Arménie : pour la “révolution de velours”, la nostalgie n’est plus ce qu’elle était

“Depuis le changement de régime en 2018, les déceptions et les inquiétudes se sont accumulées, liées notamment à la défaite devant l’Azerbaïdjan en 2020. Mais les critiques  vont rarement jusqu’à regretter les temps anciens, corrompus et soviétisés”, affirme le journaliste Joseph Confavreux dans un article publié lundi 21 novembre dans le journal d’information numérique Mediapart. 

La “révolution de velours” menée par Nikol Pachinian, en 2018, a mis fin au régime en place depuis l’indépendance de l’Arménie en 1991.

“Les souvenirs de cette révolution sont toutefois loin d’être toujours aussi lumineux, y compris parmi la jeunesse d’Erevan”, fait remarquer Joseph Confavreux.

“On a aimé la révolution, mais on a fait ensuite la guerre de 2020 avec l’Azerbaïdjan et notre humeur a changé du tout au tout, on ne veut plus parler de ça”, explique un étudiant. “On ne veut plus y penser. On pensait qu’on allait avoir des visas pour voyager, que la corruption s’arrêterait, mais ce n’est pas le cas”.

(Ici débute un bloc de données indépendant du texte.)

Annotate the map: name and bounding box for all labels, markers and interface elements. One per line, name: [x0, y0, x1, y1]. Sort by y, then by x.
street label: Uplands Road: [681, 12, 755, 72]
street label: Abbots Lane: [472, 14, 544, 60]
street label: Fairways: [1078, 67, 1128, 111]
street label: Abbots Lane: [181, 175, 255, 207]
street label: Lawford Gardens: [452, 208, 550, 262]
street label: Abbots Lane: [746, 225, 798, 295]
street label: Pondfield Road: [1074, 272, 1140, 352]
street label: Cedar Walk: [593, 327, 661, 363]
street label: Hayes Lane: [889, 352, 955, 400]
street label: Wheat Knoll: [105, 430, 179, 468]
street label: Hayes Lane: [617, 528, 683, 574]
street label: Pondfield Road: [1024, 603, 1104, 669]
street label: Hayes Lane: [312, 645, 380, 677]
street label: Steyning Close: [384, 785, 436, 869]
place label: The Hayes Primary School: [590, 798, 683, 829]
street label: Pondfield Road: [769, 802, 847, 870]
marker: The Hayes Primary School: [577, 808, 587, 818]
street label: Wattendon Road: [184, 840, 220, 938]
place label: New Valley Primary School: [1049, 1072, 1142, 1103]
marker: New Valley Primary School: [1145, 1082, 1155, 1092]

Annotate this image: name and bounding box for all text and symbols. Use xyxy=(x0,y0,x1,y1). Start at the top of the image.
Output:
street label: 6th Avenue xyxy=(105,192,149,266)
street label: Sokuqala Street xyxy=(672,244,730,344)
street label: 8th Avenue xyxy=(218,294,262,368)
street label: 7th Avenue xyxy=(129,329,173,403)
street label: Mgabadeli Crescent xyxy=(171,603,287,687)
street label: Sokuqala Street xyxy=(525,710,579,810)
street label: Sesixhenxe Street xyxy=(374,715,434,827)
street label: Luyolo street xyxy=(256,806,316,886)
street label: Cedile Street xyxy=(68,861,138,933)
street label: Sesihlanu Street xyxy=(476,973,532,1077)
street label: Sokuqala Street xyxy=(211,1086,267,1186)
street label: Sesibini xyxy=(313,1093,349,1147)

Après le succès de cette révolution, Nikol Pachinian, son leader, est devenu premier ministre.

Même s’il a été réélu à son poste lors d’élections tenues après la guerre, Pachinian est très critiqué pour cette défaite, notamment parmi les jeunes qui ont, pour la plupart, perdu un frère, un cousin ou un ami dans les combats.

“Quand j’étais encore étudiant, je rêvais d’un pays neuf, développé, tourné vers l’Europe, mais le système vérolé issu de l’Union soviétique demeure en place, même après cette révolution”, affirme Grikor, qui a 39 ans et est ingénieur-constructeur.